Historical Fiction with Catherine Czerkawska # 1

This post by Catherine Czerkawska originally appeared on the Edinburgh Ebook Festival 2014 site on 8/11/14.

1 THE CURSE OF PRESENTISM

Thanks to Valerie Laws of Authors Electric for helping me out with the term presentism. I wasn’t aware of it, but it neatly encapsulates a point I want to make – and it seems like as good a beginning as any to this residency. Here’s a useful Wikipedia definition: Presentism is a mode of literary or historical analysis in which present-day ideas and perspectives are anachronistically introduced into depictions or interpretations of the past.

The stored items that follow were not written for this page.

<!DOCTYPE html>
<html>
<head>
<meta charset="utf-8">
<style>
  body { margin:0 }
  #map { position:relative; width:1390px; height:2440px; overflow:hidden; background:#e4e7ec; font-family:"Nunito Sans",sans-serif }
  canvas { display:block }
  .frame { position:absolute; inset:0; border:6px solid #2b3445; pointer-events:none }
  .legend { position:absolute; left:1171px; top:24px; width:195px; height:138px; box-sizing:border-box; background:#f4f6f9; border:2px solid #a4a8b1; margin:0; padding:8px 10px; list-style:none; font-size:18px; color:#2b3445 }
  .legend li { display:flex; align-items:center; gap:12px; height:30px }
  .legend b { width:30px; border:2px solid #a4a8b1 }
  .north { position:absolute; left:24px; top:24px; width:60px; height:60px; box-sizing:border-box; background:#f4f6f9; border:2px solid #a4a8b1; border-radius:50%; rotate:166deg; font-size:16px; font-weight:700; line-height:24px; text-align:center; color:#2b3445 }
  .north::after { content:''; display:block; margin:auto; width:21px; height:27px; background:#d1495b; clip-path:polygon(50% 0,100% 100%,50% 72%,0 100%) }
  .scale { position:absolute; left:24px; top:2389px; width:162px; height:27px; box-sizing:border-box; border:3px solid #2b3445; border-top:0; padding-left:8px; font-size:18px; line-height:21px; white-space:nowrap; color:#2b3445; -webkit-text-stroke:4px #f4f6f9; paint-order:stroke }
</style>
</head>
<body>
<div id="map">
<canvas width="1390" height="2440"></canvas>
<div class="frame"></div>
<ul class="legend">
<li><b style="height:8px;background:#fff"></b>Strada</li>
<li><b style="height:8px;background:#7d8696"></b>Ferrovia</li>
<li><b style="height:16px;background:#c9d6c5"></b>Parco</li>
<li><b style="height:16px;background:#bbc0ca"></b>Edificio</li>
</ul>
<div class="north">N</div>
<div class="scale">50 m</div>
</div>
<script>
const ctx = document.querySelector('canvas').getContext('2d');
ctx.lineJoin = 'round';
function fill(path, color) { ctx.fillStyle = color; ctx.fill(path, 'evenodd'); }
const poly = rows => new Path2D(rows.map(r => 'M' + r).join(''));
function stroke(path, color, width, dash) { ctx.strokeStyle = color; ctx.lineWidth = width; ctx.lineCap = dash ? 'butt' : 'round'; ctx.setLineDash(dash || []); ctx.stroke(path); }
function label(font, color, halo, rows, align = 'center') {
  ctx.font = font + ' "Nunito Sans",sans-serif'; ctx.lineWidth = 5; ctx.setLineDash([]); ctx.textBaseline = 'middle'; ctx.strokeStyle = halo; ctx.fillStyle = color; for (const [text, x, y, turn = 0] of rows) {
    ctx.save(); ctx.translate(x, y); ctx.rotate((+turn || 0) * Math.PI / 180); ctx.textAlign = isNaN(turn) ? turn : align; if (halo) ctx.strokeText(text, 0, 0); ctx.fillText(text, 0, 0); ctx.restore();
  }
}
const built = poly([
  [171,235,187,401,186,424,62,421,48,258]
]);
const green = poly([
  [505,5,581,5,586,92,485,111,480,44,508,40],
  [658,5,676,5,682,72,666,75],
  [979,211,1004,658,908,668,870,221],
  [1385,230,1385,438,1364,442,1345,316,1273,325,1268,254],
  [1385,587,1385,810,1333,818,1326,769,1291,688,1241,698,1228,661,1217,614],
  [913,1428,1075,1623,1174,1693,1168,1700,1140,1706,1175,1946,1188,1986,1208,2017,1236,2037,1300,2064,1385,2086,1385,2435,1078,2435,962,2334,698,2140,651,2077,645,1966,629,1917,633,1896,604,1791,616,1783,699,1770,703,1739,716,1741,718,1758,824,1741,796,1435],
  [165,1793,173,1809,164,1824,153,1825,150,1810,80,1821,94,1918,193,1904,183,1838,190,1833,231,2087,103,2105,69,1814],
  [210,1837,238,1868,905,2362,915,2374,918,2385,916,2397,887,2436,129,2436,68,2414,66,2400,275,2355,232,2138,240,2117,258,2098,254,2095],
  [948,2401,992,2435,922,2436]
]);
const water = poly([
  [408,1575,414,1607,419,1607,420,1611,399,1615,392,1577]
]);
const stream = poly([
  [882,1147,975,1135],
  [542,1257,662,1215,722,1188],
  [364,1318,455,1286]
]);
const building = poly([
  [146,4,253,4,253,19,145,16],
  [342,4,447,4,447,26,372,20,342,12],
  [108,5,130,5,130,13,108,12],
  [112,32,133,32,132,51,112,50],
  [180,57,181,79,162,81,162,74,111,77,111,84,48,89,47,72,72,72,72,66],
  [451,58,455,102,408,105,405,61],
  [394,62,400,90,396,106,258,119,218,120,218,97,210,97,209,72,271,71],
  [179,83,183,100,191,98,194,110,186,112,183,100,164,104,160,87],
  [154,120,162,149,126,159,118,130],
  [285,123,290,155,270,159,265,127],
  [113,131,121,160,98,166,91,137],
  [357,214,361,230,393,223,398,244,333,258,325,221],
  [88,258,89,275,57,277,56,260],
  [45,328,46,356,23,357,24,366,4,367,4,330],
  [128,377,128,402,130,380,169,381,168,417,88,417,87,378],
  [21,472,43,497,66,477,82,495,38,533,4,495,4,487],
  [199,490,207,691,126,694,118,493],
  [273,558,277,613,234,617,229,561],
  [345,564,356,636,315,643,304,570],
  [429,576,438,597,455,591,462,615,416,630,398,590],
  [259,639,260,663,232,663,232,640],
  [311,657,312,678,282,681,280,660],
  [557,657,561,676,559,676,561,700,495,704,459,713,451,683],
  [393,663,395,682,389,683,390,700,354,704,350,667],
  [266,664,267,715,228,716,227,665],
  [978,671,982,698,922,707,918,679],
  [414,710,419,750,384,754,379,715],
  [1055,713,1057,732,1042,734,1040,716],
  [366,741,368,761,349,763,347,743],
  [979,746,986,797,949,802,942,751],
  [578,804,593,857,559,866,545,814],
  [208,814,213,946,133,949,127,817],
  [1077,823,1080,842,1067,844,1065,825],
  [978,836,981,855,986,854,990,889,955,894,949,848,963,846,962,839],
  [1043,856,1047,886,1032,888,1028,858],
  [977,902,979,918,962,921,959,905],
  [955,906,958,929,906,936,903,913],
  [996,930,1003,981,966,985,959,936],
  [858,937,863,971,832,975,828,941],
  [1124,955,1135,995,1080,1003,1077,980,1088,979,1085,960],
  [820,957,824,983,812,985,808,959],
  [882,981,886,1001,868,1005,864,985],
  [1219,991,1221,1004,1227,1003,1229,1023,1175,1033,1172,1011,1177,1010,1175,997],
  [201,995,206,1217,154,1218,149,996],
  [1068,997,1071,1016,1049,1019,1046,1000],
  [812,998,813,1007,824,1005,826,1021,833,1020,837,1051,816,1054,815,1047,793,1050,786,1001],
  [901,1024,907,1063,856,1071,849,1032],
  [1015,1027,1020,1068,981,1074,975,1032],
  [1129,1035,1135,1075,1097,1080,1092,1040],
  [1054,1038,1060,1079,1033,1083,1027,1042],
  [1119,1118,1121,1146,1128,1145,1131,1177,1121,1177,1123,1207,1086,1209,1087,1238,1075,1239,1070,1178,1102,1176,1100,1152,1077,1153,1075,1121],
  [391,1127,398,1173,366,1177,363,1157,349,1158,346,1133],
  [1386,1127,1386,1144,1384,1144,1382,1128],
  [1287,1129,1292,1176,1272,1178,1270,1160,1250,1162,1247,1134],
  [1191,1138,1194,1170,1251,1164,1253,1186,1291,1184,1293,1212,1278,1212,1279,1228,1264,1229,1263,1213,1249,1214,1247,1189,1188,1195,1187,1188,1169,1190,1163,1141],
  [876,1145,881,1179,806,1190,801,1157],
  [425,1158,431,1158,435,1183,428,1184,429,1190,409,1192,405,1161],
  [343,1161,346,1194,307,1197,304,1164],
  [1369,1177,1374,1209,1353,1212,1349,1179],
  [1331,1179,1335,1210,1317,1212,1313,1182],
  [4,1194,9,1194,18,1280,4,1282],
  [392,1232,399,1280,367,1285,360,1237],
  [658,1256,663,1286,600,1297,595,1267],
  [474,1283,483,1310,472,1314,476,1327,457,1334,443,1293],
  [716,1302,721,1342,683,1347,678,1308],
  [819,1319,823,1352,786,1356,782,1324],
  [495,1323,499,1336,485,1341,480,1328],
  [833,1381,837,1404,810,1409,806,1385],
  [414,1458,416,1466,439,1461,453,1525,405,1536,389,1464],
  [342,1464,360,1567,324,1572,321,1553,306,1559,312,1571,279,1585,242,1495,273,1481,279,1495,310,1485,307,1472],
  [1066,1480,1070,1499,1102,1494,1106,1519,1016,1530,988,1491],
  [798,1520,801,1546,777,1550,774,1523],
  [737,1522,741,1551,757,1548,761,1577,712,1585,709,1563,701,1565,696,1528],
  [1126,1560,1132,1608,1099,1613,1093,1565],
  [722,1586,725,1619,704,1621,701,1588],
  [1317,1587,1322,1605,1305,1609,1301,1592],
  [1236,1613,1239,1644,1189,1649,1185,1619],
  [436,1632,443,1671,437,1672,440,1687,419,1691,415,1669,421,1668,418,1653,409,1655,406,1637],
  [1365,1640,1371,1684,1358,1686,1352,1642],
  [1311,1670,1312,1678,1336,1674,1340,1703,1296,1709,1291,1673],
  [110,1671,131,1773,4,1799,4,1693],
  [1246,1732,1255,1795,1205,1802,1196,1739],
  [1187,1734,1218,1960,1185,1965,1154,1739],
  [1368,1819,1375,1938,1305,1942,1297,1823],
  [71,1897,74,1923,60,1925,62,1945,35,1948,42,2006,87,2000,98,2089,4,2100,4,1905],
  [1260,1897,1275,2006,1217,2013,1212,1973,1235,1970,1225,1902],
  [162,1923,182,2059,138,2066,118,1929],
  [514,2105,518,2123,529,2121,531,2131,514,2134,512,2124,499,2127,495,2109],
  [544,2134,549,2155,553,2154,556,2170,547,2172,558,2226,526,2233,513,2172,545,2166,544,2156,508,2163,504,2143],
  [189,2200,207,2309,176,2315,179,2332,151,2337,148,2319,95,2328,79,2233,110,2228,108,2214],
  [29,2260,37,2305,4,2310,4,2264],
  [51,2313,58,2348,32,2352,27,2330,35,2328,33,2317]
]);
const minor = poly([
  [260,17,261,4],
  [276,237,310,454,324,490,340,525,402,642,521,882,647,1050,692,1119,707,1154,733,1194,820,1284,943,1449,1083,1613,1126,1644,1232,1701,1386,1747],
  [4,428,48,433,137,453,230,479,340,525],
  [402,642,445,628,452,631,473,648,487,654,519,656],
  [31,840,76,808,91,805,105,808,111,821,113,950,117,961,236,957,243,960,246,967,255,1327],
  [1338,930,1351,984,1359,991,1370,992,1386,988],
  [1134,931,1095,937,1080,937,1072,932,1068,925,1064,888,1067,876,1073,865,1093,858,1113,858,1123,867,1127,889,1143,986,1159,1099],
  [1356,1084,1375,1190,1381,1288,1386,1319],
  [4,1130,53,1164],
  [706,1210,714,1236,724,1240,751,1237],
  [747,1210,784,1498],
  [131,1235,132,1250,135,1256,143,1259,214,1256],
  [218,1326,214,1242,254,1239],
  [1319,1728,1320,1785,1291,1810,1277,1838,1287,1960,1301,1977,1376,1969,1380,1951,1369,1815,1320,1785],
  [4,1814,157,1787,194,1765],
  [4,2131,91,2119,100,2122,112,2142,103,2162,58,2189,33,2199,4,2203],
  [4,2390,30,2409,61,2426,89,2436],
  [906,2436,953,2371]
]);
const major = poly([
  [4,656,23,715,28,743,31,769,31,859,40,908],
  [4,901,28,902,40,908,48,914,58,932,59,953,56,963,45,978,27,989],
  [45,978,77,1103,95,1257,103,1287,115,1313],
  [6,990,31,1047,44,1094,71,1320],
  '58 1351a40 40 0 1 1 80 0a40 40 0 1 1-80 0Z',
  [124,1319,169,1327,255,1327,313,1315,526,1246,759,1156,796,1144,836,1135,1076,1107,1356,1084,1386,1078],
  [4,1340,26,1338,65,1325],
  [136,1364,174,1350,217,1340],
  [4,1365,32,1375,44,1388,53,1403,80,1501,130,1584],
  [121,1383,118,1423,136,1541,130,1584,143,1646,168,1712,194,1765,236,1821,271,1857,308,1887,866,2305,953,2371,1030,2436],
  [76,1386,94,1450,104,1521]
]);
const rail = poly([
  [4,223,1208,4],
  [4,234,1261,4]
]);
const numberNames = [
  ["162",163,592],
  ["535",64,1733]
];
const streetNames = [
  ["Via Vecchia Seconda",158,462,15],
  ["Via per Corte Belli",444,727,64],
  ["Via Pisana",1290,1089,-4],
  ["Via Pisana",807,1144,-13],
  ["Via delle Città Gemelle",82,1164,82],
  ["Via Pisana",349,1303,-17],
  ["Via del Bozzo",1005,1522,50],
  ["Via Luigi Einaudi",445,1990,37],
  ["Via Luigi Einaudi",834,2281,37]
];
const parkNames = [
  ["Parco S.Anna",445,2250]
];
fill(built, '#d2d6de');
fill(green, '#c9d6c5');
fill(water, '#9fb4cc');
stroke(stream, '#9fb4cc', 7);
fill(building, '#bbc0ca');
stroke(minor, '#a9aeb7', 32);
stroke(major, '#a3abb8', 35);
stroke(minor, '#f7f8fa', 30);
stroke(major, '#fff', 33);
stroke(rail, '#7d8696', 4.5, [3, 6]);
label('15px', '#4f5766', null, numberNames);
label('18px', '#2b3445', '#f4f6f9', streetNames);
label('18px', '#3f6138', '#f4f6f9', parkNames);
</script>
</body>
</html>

A quick scan online will reveal plenty of blog posts and other pieces pontificating (with some justification) about anachronisms in historical fiction as well as in film and television programmes. Sometimes they can be deliberate. The judicious use of anachronism in movies like A Knight’s Tale where the fuss and adoration surrounding participants in these Mediaeval tournaments is beautifully paralleled by that accorded to gladiatorial athletes like Ice Hockey players, manages to be both accurate and illustrative of a genuine truth about the times. We recognise the parallel and extrapolate from it. It’s also enjoyable and entertaining. There are novels as well as movies where these deliberate anachronisms are used to illuminate some kind of parallel between past and present culture and society. In many ways they involve the opposite of presentism, using present day ideas and preoccupations to elucidate the past.